- **Stored items**

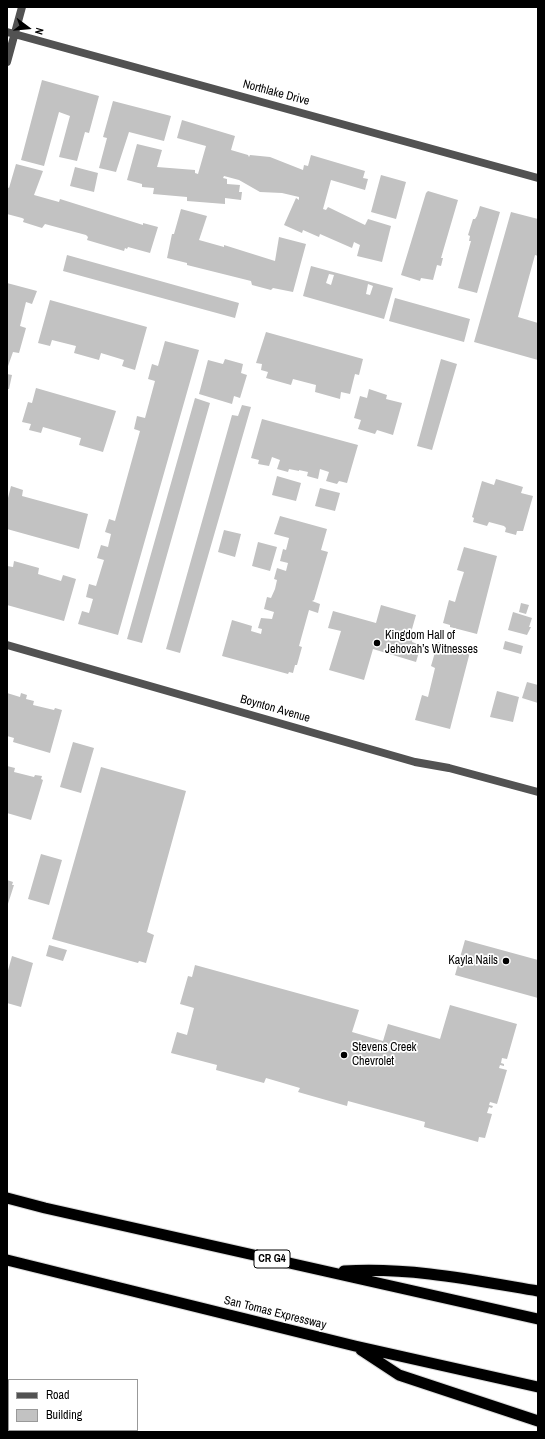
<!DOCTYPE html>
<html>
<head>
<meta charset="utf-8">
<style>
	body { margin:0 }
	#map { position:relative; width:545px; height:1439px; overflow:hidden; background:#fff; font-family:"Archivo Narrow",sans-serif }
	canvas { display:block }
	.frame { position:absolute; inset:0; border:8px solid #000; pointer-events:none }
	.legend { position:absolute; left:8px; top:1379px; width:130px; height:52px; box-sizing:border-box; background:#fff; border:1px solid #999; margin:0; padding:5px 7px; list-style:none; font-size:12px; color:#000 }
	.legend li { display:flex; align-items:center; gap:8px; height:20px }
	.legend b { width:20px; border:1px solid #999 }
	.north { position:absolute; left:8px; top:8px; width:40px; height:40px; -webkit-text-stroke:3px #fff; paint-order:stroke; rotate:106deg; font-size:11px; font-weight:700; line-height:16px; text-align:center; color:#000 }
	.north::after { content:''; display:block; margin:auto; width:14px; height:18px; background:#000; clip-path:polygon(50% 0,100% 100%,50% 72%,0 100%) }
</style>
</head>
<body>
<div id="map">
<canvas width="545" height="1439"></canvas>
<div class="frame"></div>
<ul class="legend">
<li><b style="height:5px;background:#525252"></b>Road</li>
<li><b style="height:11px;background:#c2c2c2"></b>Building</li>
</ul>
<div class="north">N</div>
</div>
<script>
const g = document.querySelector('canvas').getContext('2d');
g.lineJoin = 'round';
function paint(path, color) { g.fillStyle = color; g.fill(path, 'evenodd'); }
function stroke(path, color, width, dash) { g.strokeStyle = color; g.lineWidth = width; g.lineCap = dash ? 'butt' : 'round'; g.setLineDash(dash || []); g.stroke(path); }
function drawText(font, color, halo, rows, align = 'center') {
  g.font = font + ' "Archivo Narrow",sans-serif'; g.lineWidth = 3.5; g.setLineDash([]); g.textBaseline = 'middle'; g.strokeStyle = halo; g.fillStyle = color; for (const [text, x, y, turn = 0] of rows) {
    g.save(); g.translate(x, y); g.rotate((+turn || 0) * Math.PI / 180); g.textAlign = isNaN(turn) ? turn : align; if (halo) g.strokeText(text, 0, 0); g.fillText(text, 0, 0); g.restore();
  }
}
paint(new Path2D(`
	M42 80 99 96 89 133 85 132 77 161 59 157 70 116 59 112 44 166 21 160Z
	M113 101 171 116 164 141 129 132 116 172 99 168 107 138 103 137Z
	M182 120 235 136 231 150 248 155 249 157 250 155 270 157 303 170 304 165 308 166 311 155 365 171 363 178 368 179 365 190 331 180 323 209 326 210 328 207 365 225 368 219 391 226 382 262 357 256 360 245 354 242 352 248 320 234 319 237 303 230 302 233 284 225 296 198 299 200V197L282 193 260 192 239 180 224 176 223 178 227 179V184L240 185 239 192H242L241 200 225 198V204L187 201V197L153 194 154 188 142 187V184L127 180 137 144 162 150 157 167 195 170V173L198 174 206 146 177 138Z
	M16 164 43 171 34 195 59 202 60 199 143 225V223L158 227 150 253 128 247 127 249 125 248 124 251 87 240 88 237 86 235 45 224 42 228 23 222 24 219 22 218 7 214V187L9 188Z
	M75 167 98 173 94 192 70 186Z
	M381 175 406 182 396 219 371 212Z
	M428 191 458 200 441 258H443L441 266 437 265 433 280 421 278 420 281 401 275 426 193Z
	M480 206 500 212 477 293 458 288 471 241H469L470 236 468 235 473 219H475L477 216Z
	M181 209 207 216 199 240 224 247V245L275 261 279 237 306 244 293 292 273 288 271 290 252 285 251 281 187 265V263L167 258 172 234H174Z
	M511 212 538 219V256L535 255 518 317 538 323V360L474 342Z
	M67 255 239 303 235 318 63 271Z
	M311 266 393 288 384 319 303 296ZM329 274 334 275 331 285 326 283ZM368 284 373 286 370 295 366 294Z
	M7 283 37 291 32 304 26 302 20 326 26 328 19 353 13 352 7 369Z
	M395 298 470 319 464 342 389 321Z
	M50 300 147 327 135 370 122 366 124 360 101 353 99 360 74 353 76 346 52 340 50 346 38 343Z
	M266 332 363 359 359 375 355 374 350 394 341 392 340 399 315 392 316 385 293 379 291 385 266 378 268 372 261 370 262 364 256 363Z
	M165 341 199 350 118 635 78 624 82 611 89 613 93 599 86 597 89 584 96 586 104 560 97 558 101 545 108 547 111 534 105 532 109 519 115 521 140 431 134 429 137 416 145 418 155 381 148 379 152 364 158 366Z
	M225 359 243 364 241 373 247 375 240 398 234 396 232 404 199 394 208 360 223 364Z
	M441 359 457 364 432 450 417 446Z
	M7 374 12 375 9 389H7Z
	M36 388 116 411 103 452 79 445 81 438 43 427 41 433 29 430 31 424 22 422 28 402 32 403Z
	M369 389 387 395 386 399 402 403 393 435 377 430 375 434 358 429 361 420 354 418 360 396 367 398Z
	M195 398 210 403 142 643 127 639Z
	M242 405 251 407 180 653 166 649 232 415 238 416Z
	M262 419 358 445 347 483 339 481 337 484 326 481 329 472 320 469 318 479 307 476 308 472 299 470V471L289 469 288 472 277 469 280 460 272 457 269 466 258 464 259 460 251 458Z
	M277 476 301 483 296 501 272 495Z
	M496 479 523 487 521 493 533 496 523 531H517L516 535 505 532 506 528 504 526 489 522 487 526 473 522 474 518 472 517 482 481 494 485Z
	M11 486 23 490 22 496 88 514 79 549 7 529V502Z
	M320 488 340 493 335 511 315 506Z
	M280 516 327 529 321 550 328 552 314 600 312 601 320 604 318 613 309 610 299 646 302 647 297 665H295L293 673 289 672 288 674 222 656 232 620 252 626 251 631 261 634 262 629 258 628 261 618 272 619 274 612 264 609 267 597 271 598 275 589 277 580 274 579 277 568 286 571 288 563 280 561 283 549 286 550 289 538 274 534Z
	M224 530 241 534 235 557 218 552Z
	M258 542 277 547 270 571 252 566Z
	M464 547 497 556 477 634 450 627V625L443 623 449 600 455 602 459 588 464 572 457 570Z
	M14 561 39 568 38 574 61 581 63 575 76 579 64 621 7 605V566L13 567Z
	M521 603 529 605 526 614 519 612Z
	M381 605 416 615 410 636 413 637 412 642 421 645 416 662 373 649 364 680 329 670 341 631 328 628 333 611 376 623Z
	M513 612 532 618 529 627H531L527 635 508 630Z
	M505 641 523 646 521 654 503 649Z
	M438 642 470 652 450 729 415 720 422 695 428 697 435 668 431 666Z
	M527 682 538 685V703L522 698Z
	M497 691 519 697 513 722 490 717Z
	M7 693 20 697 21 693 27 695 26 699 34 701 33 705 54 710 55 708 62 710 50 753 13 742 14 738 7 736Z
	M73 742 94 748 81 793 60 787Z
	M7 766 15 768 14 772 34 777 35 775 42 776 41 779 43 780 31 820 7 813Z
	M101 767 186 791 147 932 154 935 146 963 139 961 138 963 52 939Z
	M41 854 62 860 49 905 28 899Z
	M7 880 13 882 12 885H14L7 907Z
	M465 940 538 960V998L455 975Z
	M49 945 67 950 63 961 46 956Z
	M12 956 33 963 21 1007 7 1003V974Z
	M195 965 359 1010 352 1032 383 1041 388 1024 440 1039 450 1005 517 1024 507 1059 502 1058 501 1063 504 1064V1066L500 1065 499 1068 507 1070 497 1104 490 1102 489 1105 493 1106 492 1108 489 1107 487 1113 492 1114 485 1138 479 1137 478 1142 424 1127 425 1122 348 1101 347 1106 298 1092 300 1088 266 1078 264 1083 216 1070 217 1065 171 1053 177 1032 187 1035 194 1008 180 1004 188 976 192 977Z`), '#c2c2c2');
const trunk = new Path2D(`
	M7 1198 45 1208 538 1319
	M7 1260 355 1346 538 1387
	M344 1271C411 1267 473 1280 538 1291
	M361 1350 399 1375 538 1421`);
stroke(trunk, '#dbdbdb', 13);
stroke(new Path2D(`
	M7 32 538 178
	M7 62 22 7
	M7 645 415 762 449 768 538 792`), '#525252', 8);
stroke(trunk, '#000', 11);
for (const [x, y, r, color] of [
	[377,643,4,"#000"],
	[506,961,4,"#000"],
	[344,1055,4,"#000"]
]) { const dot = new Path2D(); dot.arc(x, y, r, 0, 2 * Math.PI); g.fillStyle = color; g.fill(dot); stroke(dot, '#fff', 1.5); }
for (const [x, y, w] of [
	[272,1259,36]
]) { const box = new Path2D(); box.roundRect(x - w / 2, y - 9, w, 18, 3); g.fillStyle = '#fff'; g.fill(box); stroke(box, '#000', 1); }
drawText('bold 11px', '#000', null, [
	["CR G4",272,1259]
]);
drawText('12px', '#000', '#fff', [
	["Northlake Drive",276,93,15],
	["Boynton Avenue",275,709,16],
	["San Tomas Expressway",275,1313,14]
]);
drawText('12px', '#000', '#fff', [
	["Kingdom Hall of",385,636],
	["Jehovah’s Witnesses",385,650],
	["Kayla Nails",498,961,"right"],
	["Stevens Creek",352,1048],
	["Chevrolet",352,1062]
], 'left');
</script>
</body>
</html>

- **What is being asked**
Would you copy all lines in the records where the string "rows" appears?

- **Answer box**
function drawText(font, color, halo, rows, align = 'center') {
  g.font = font + ' "Archivo Narrow",sans-serif'; g.lineWidth = 3.5; g.setLineDash([]); g.textBaseline = 'middle'; g.strokeStyle = halo; g.fillStyle = color; for (const [text, x, y, turn = 0] of rows) {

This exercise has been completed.